▶ _Stored entries_:
────────────────────────────────────────

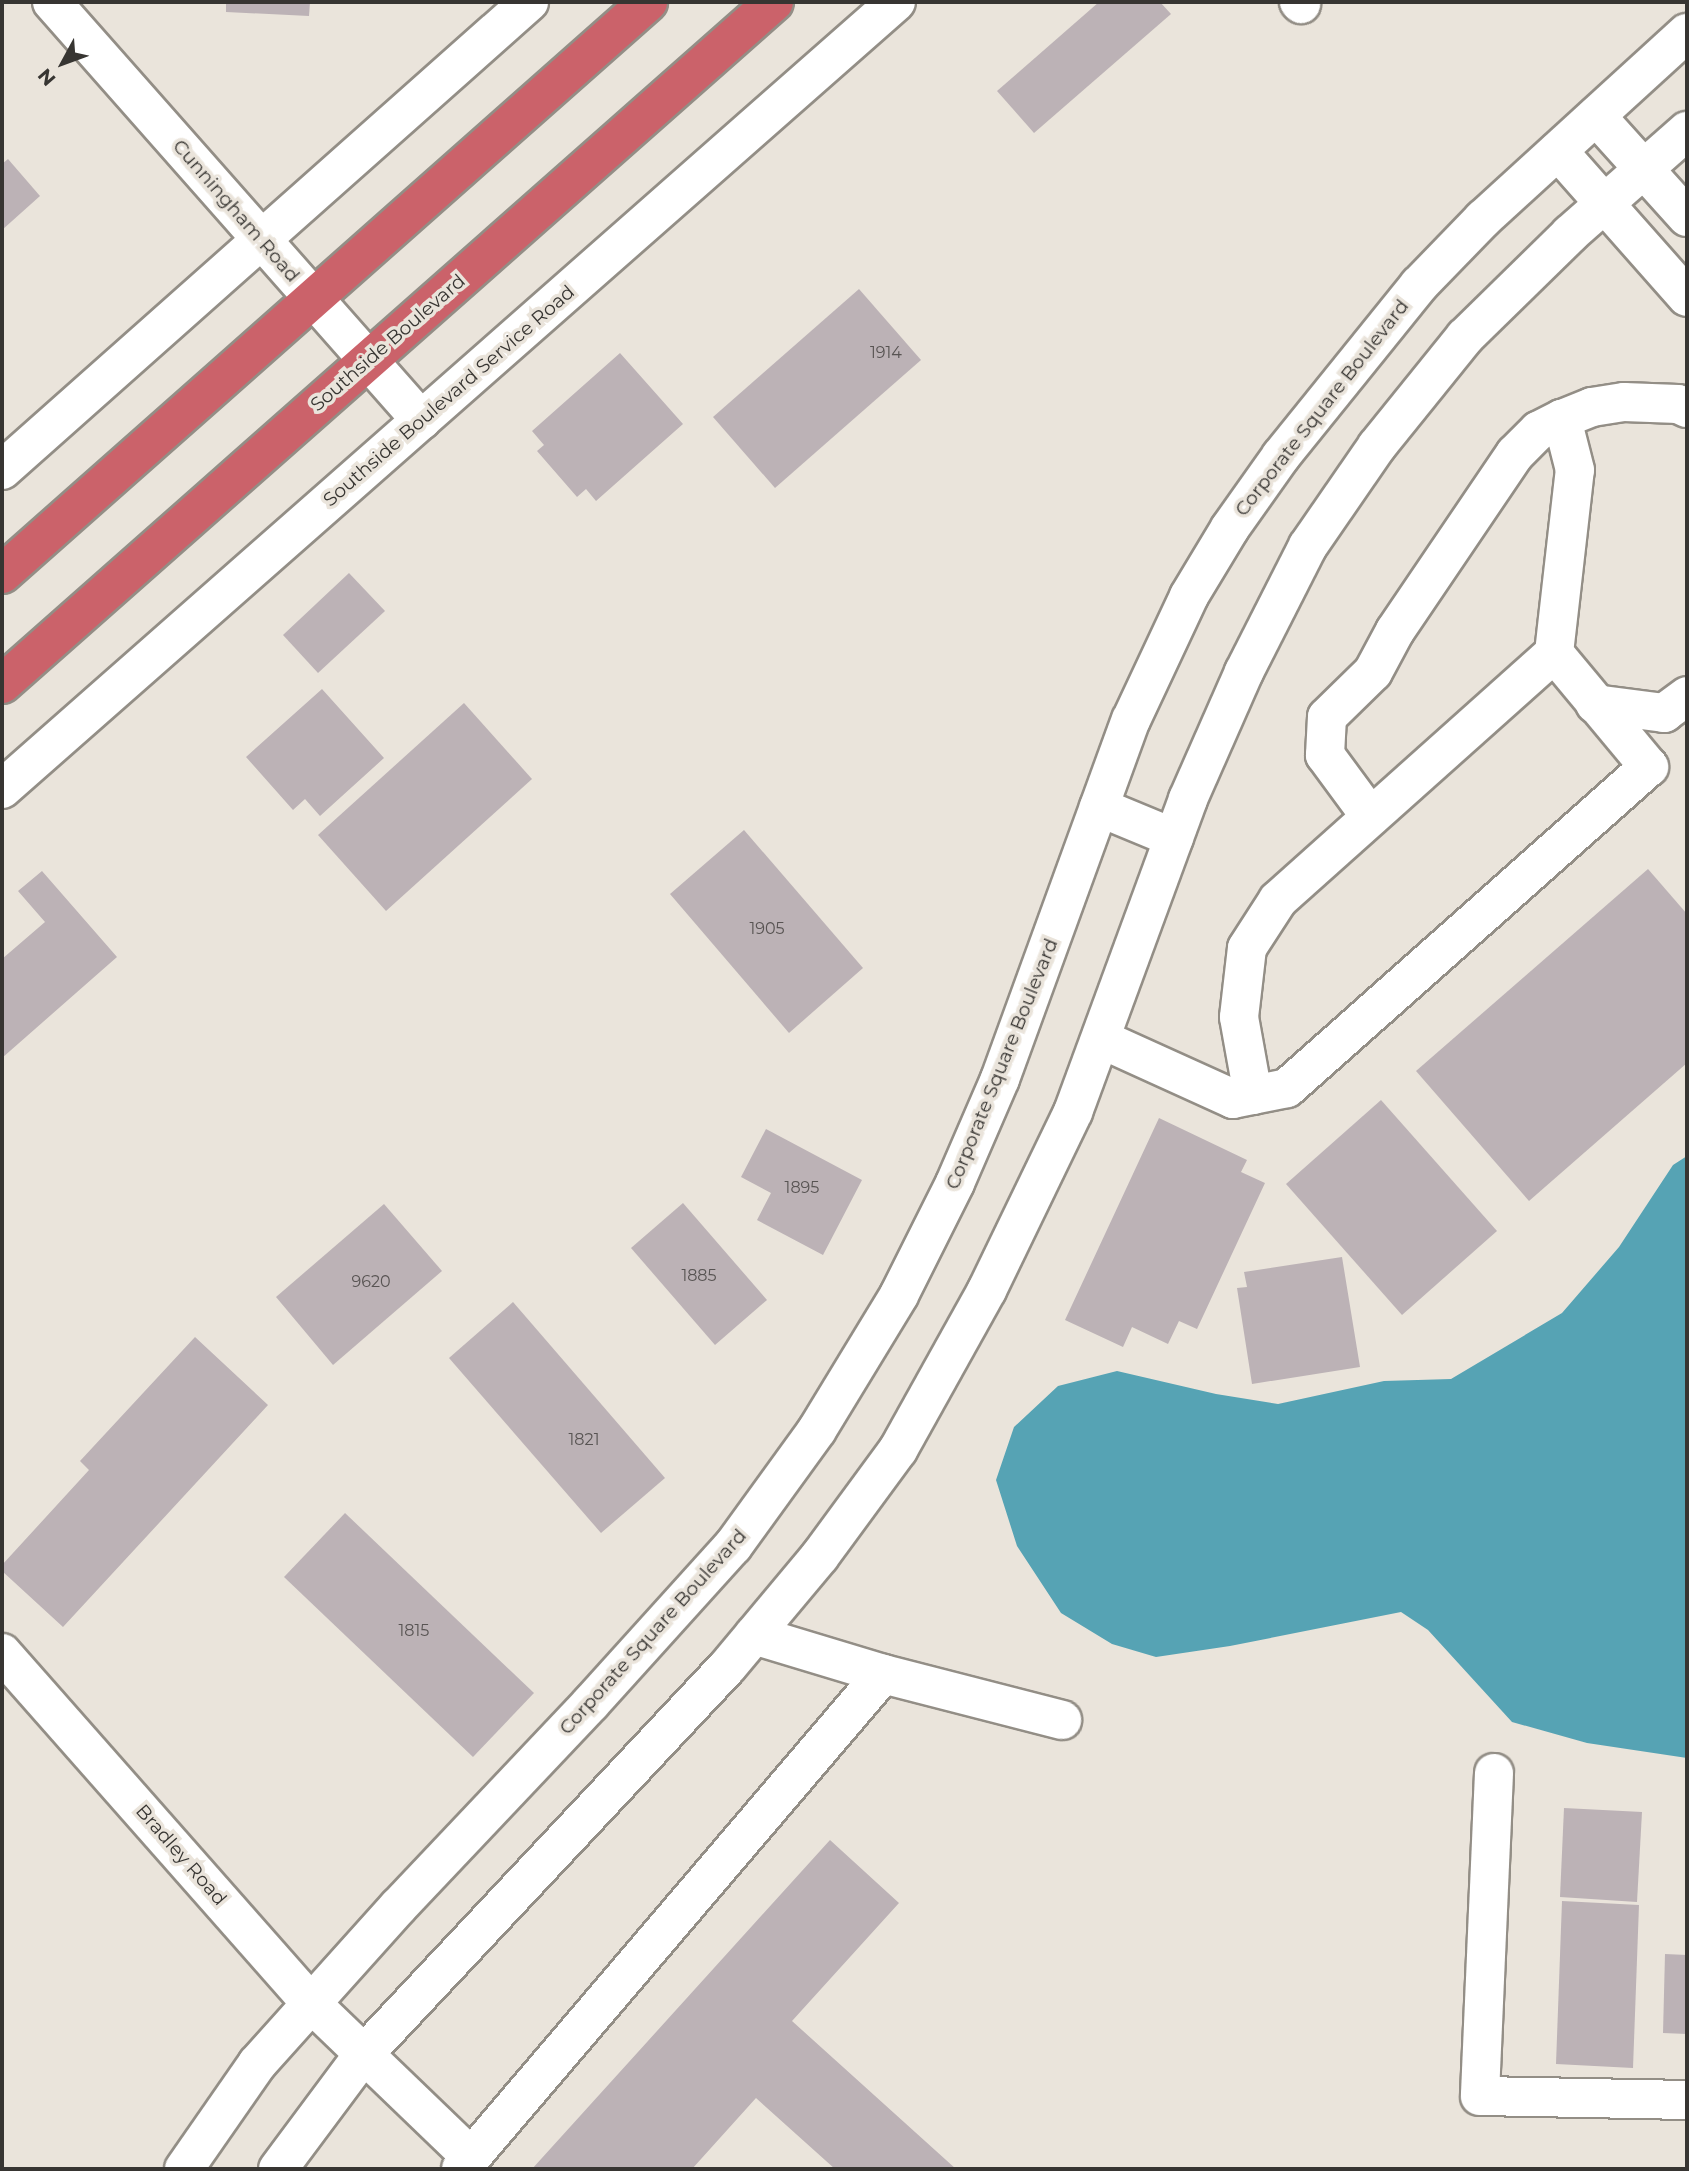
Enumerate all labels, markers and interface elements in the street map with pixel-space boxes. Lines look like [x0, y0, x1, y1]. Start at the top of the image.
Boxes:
north arrow [28, 28, 98, 98]
text: N [33, 64, 60, 90]
street label: Cunningham Road [168, 135, 304, 287]
street label: Southside Boulevard [306, 270, 470, 416]
street label: Southside Boulevard Service Road [319, 281, 579, 511]
street label: Corporate Square Boulevard [1230, 295, 1414, 521]
house number: 1914 [870, 343, 902, 363]
house number: 1905 [749, 919, 785, 939]
street label: Corporate Square Boulevard [941, 935, 1063, 1193]
house number: 1895 [785, 1178, 819, 1198]
house number: 1885 [681, 1266, 717, 1286]
house number: 9620 [351, 1272, 391, 1292]
house number: 1821 [569, 1430, 599, 1450]
street label: Corporate Square Boulevard [555, 1525, 751, 1739]
house number: 1815 [399, 1621, 429, 1641]
street label: Bradley Road [131, 1800, 231, 1910]

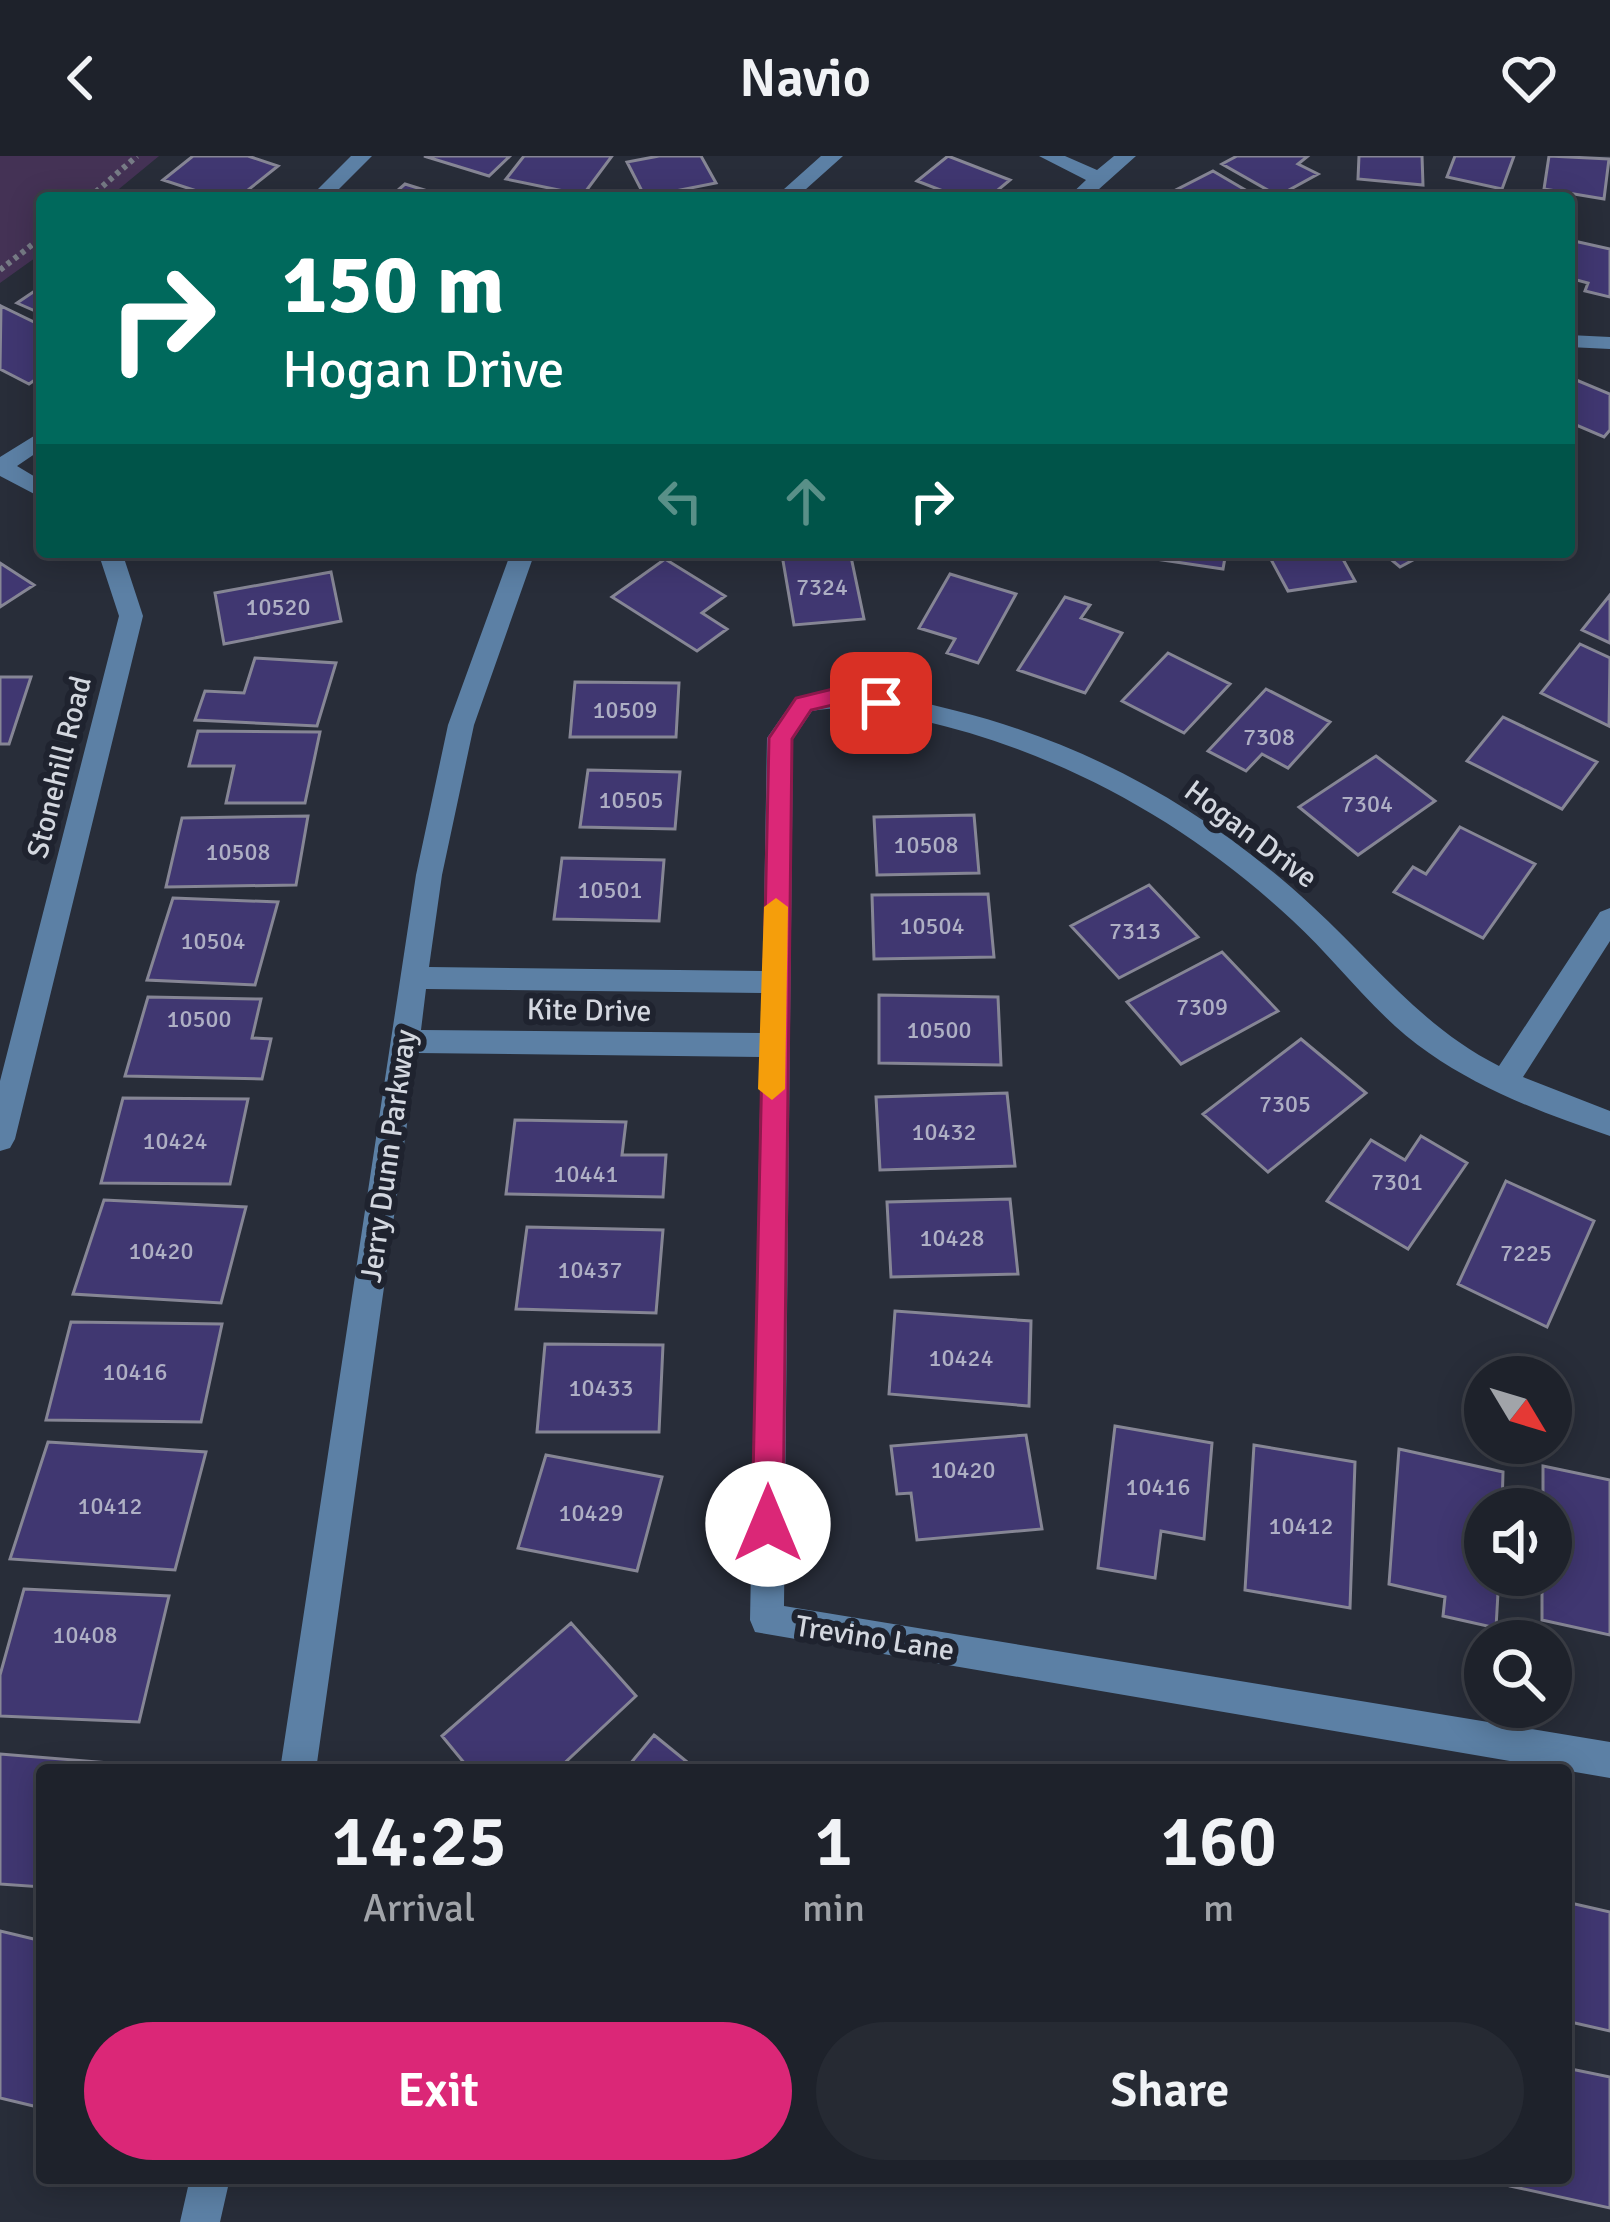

────────────────────────────────────────

Return, exactly as they stand, all of the lines above, but not the pictures.

Enumerate all labels, markers and interface elements in the street map with pixel-space boxes. Lines look like [x0, y0, x1, y1]. Start at the top of the image.
Boxes:
north arrow [28, 28, 98, 98]
text: N [33, 64, 60, 90]
street label: Cunningham Road [168, 135, 304, 287]
street label: Southside Boulevard [306, 270, 470, 416]
street label: Southside Boulevard Service Road [319, 281, 579, 511]
street label: Corporate Square Boulevard [1230, 295, 1414, 521]
house number: 1914 [870, 343, 902, 363]
house number: 1905 [749, 919, 785, 939]
street label: Corporate Square Boulevard [941, 935, 1063, 1193]
house number: 1895 [785, 1178, 819, 1198]
house number: 1885 [681, 1266, 717, 1286]
house number: 9620 [351, 1272, 391, 1292]
house number: 1821 [569, 1430, 599, 1450]
street label: Corporate Square Boulevard [555, 1525, 751, 1739]
house number: 1815 [399, 1621, 429, 1641]
street label: Bradley Road [131, 1800, 231, 1910]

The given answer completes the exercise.